PDF(Pubmed)
Abstract:
Photodynamic therapy (PDT) relies on a series of photophysical and photochemical reactions leading to cell death. While effective for various cancers, PDT has been less successful in treating pigmented melanoma due to high light absorption by melanin. Here, this limitation is addressed by 2-photon excitation of the photosensitizer (2p-PDT) using ~100 fs pulses of near-infrared laser light.

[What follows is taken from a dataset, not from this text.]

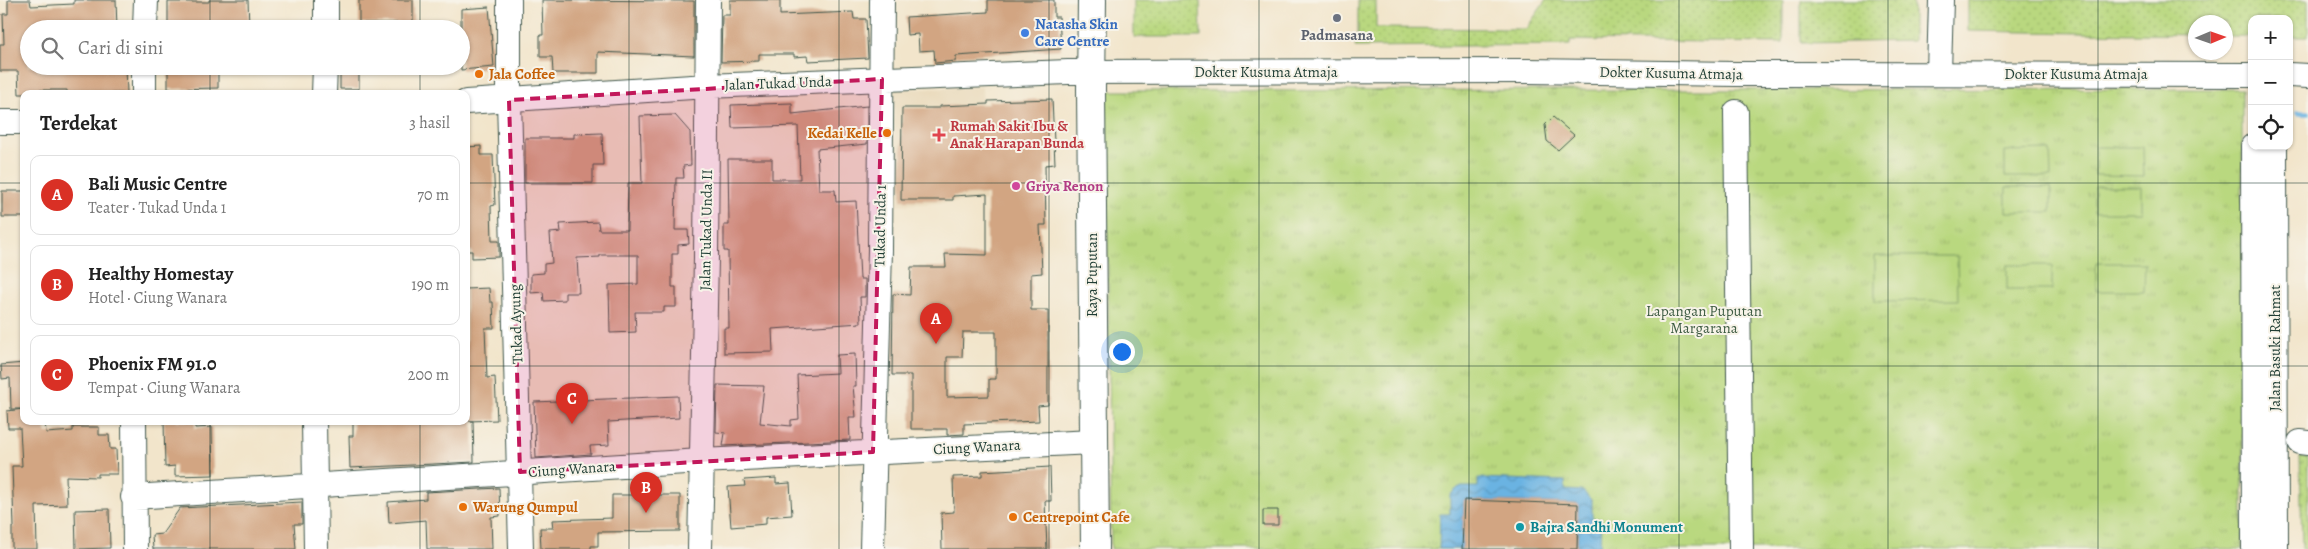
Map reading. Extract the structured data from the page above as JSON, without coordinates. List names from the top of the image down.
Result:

A critical role of melanin in enabling rather than hindering 2p-PDT is elucidated using pigmented and non-pigmented murine melanoma clonal cell lines in vitro. The photocytotoxicities were compared between a clinical photosensitizer (Visudyne) and a porphyrin dimer (Oxdime) with ~600-fold higher σ2p value. Unexpectedly, while the 1p-PDT responses are similar in both cell lines, 2p activation is much more effective in killing pigmented than non-pigmented cells, suggesting a dominant role of melanin 2p-PDT. The potential for clinical translational is demonstrated in a conjunctival melanoma model in vivo, where complete eradication of small tumors was achieved. This work elucidates the melanin contribution in multi-photon PDT enabling significant advancement of light-based treatments that have previously been considered unsuitable in pigmented tumors.
摘要:
光动力疗法(PDT)依赖于一系列导致细胞死亡的光物理和光化学反应。虽然对各种癌症有效,由于黑色素的高光吸收,PDT在治疗色素黑素瘤方面不太成功。这里,通过使用〜100fs近红外激光脉冲的光敏剂(2p-PDT)的双光子激发来解决此限制。使用色素和非色素鼠黑色素瘤克隆细胞系在体外阐明了黑色素在启用而不是阻碍2p-PDT中的关键作用。比较了临床光敏剂(Visudyne)和卟啉二聚体(Oxdime)之间的光细胞毒性,σ2p值高约600倍。出乎意料的是,虽然两种细胞系的1p-PDT反应相似,2p激活比非色素细胞更有效地杀死色素细胞,提示黑色素2p-PDT的主导作用。在体内结膜黑色素瘤模型中证明了临床转化的潜力,在那里实现了小肿瘤的完全根除。这项工作阐明了黑色素在多光子PDT中的贡献,从而使以前被认为不适合色素沉着肿瘤的基于光的治疗取得了重大进展。